### What the exercise asks
Below are records; work out how many of their lines contain the word "East" and reply with the number only.

[Stored data]
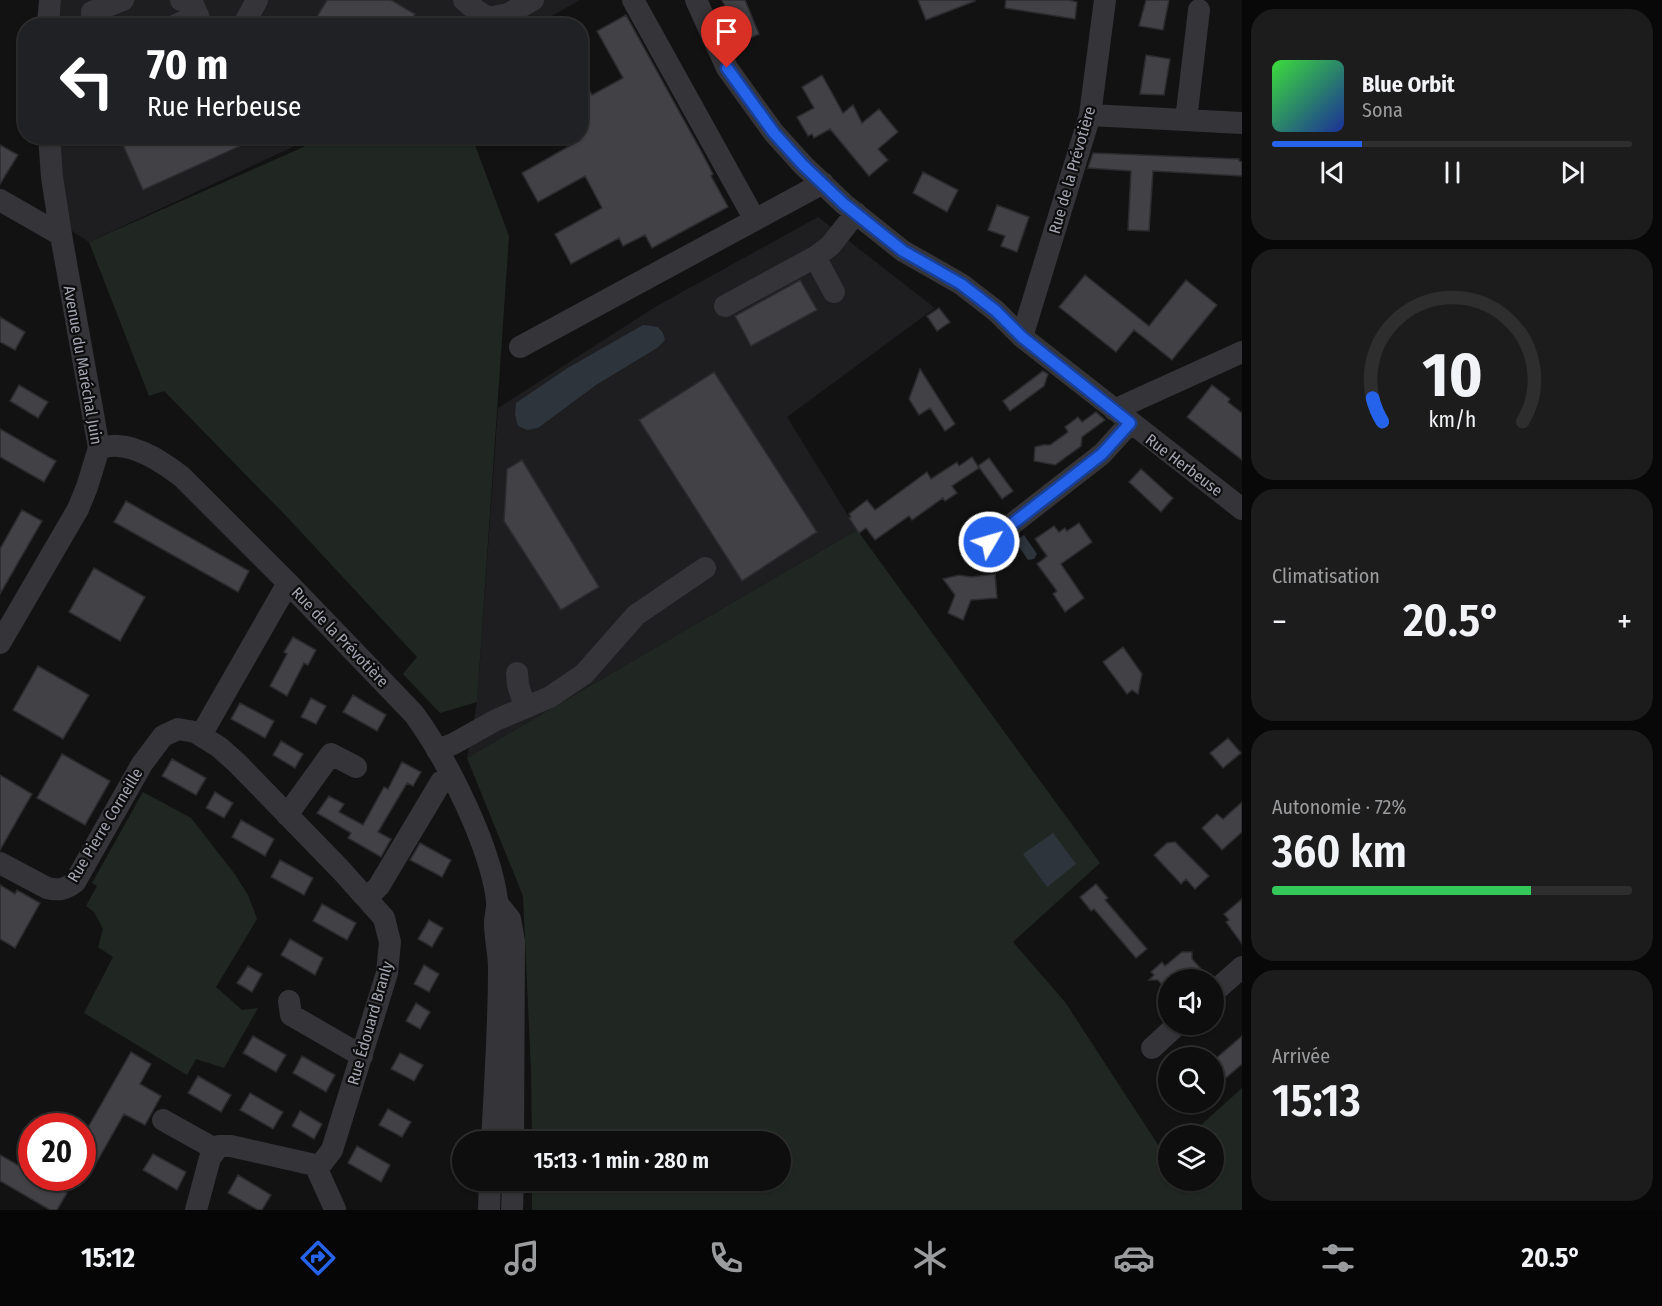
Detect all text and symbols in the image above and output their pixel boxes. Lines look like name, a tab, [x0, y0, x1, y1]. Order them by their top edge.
pin	[701, 6, 752, 68]
icon: arrive	[710, 15, 743, 48]
text: 70 m	[147, 40, 228, 90]
icon: left	[48, 42, 126, 120]
text: Blue Orbit	[1362, 71, 1455, 98]
text: Rue Herbeuse	[147, 91, 301, 123]
text: Sona	[1362, 98, 1403, 122]
street label: Rue de la Prévotière	[1045, 104, 1099, 236]
icon: previous	[1316, 156, 1349, 189]
icon: pause	[1436, 156, 1469, 189]
icon: next	[1556, 156, 1589, 189]
street label: Avenue du Maréchal Juin	[60, 284, 106, 446]
text: 10	[1422, 338, 1482, 413]
text: km/h	[1428, 407, 1476, 433]
street label: Rue Herbeuse	[1142, 430, 1226, 500]
position arrow	[957, 510, 1021, 574]
text: Climatisation	[1272, 564, 1380, 588]
street label: Rue de la Prévotière	[288, 583, 393, 691]
text: 20.5°	[1403, 594, 1501, 648]
text: −	[1272, 602, 1287, 642]
text: +	[1617, 602, 1632, 642]
street label: Rue Pierre Corneille	[63, 764, 147, 886]
text: Autonomie · 72%	[1272, 795, 1406, 819]
text: 360 km	[1272, 825, 1407, 879]
street label: Rue Édouard Branly	[343, 958, 397, 1087]
map controls	[1158, 969, 1224, 1191]
button: sound	[1158, 969, 1224, 1035]
text: Arrivée	[1272, 1044, 1330, 1068]
button: search	[1158, 1047, 1224, 1113]
text: 15:13	[1272, 1074, 1361, 1128]
speed limit sign: 20	[18, 1113, 96, 1191]
button: layers	[1158, 1125, 1224, 1191]
text: 15:13 · 1 min · 280 m	[534, 1147, 709, 1174]
icon: directions	[297, 1237, 339, 1279]
icon: music	[501, 1237, 543, 1279]
icon: phone	[705, 1237, 747, 1279]
icon: climate	[909, 1237, 951, 1279]
icon: car	[1113, 1237, 1155, 1279]
icon: filters	[1317, 1237, 1359, 1279]
text: 15:12	[81, 1242, 135, 1274]
text: 20.5°	[1522, 1242, 1581, 1274]

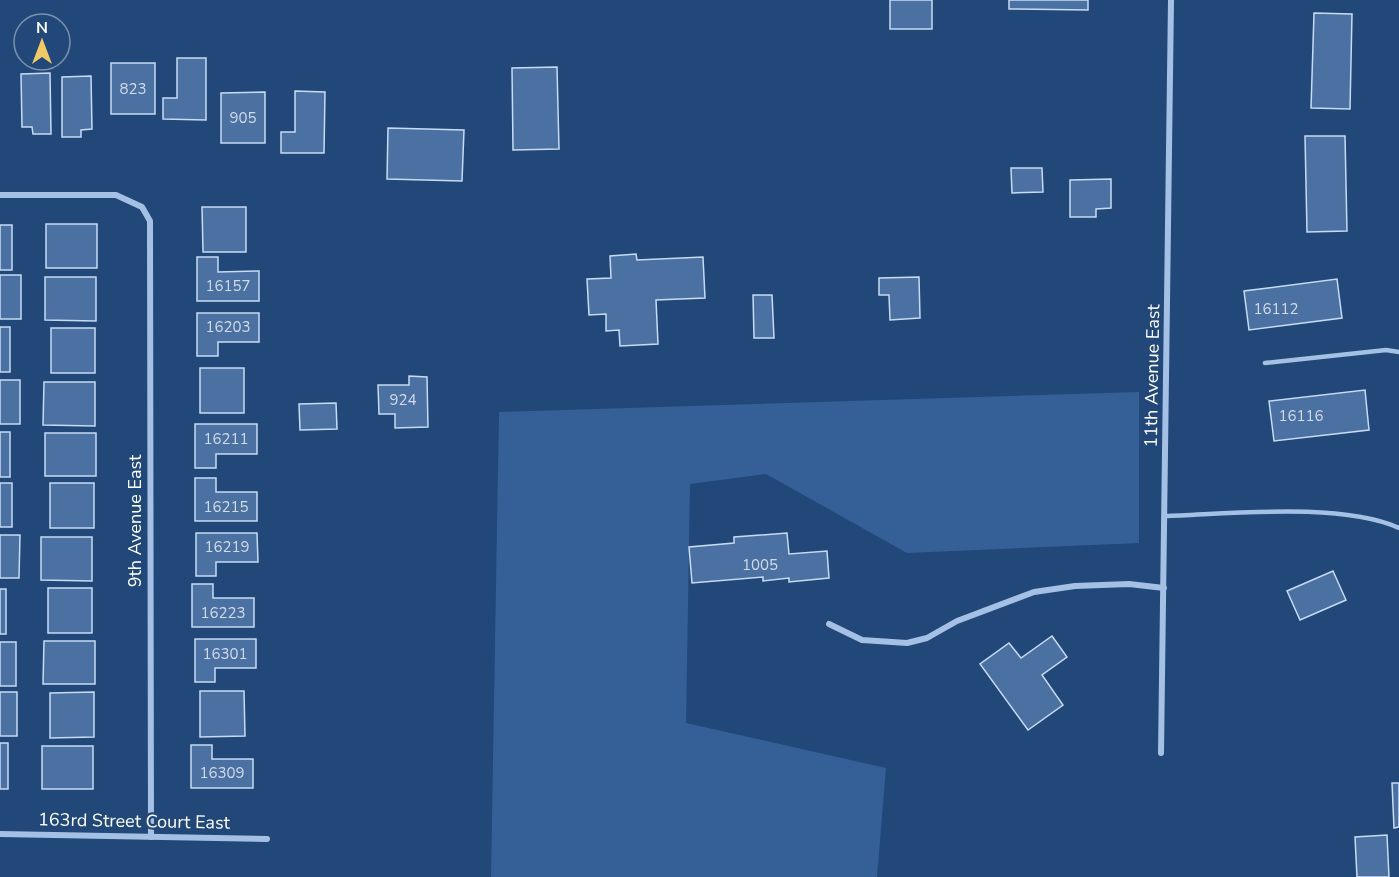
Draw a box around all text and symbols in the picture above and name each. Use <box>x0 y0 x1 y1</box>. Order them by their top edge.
north arrow <box>12 12 72 72</box>
text: N <box>36 17 48 39</box>
house number: 823 <box>119 79 147 99</box>
house number: 905 <box>229 108 257 128</box>
house number: 16157 <box>205 276 251 296</box>
house number: 16112 <box>1253 299 1299 319</box>
street label: 11th Avenue East <box>1139 303 1165 448</box>
house number: 16203 <box>205 317 251 337</box>
house number: 924 <box>389 390 417 410</box>
house number: 16116 <box>1278 406 1324 426</box>
house number: 16211 <box>203 429 249 449</box>
street label: 9th Avenue East <box>123 454 147 587</box>
house number: 16215 <box>203 497 249 517</box>
house number: 16219 <box>204 537 250 557</box>
house number: 1005 <box>742 555 778 575</box>
house number: 16223 <box>200 603 246 623</box>
house number: 16301 <box>202 644 248 664</box>
house number: 16309 <box>199 763 245 783</box>
street label: 163rd Street Court East <box>38 807 231 835</box>

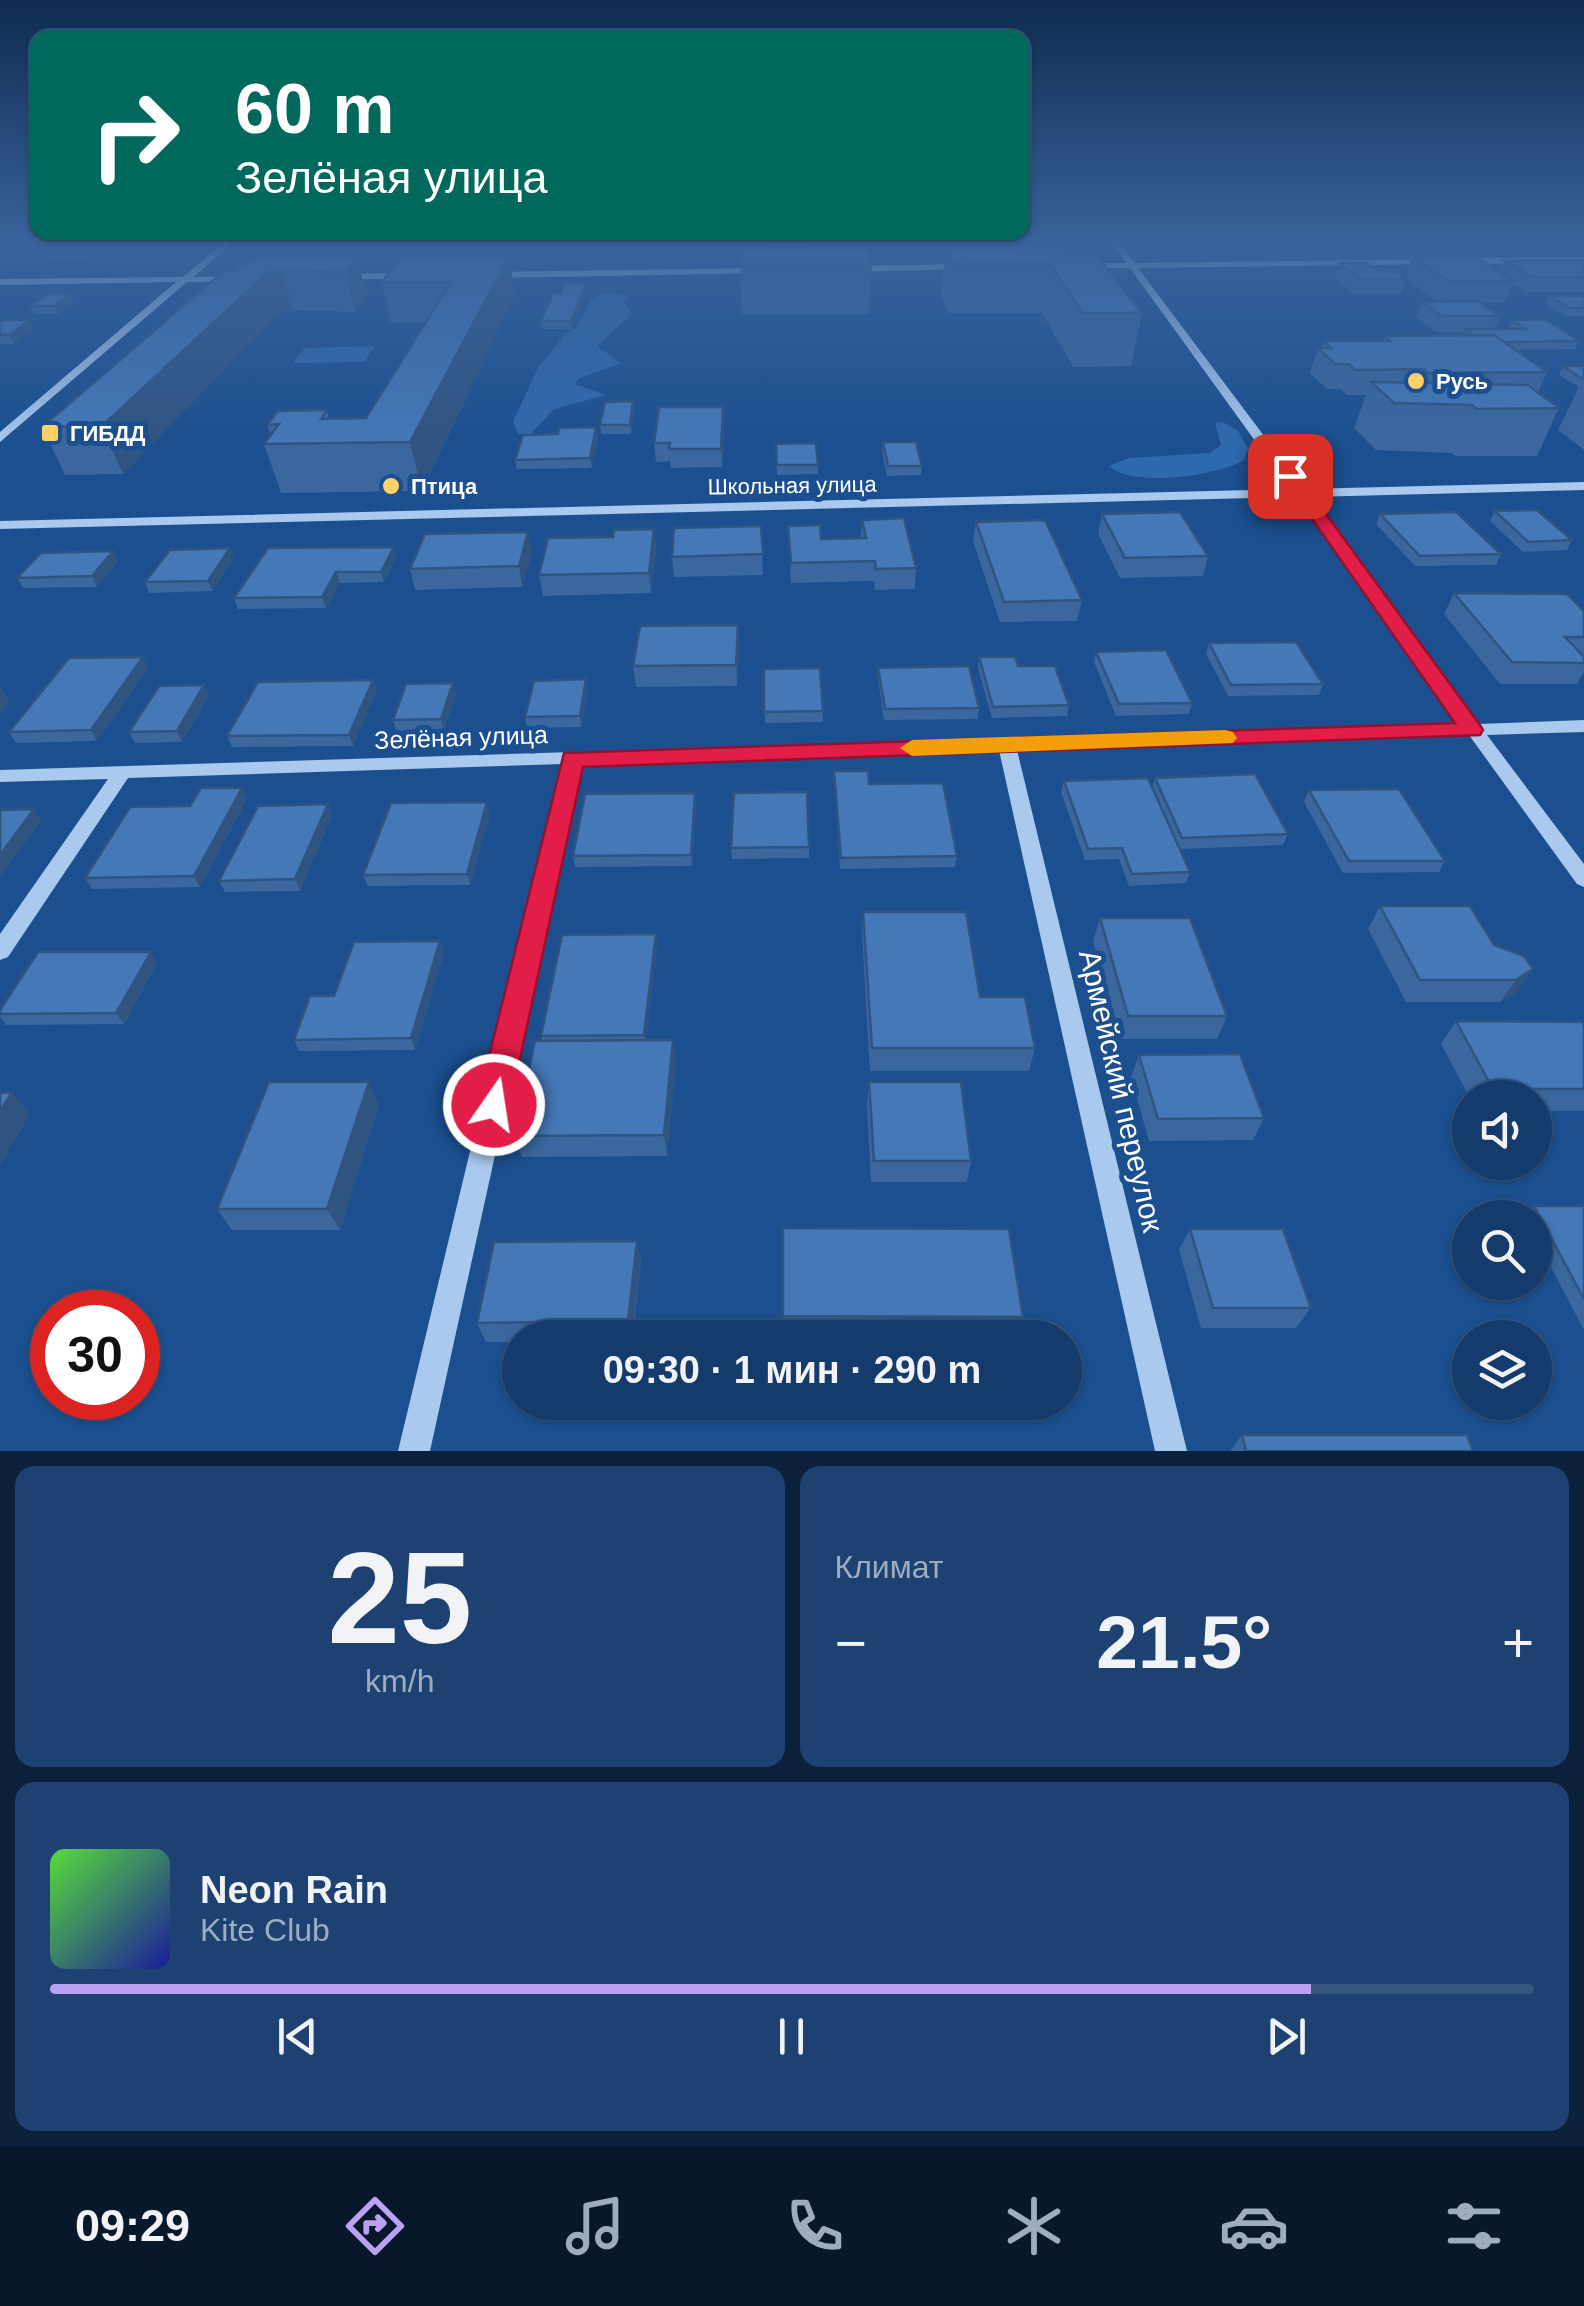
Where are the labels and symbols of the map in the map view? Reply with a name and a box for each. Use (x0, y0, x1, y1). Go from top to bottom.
place label: Русь (1436, 369, 1488, 394)
marker: Русь (1405, 370, 1427, 392)
place label: ГИБДД (70, 421, 146, 446)
marker: ГИБДД (39, 422, 61, 444)
pin (1248, 434, 1333, 519)
street label: Школьная улица (707, 472, 877, 499)
place label: Птица (411, 474, 478, 499)
marker: Птица (380, 475, 402, 497)
street label: Зелёная улица (374, 720, 548, 754)
street label: Армейский переулок (1073, 947, 1170, 1236)
position arrow (442, 1053, 546, 1157)
speed limit sign: 30 (30, 1290, 160, 1420)

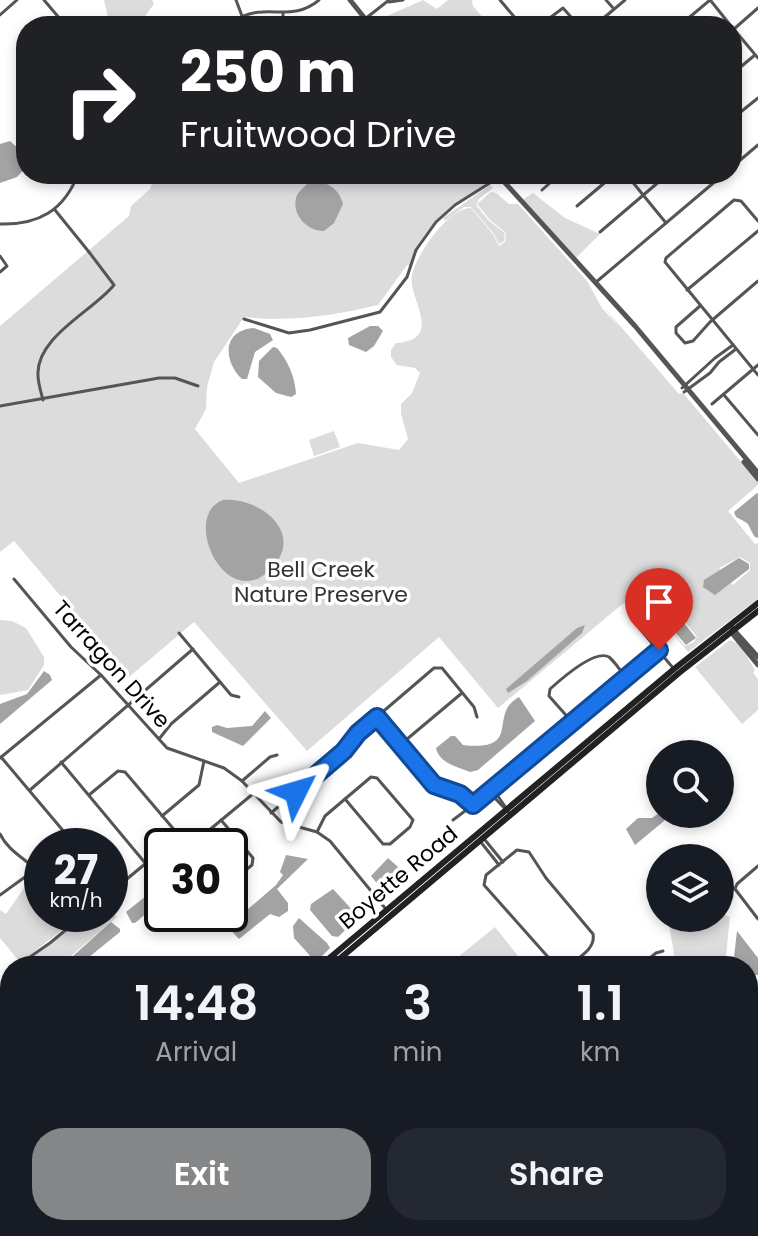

### Solution for this problem
3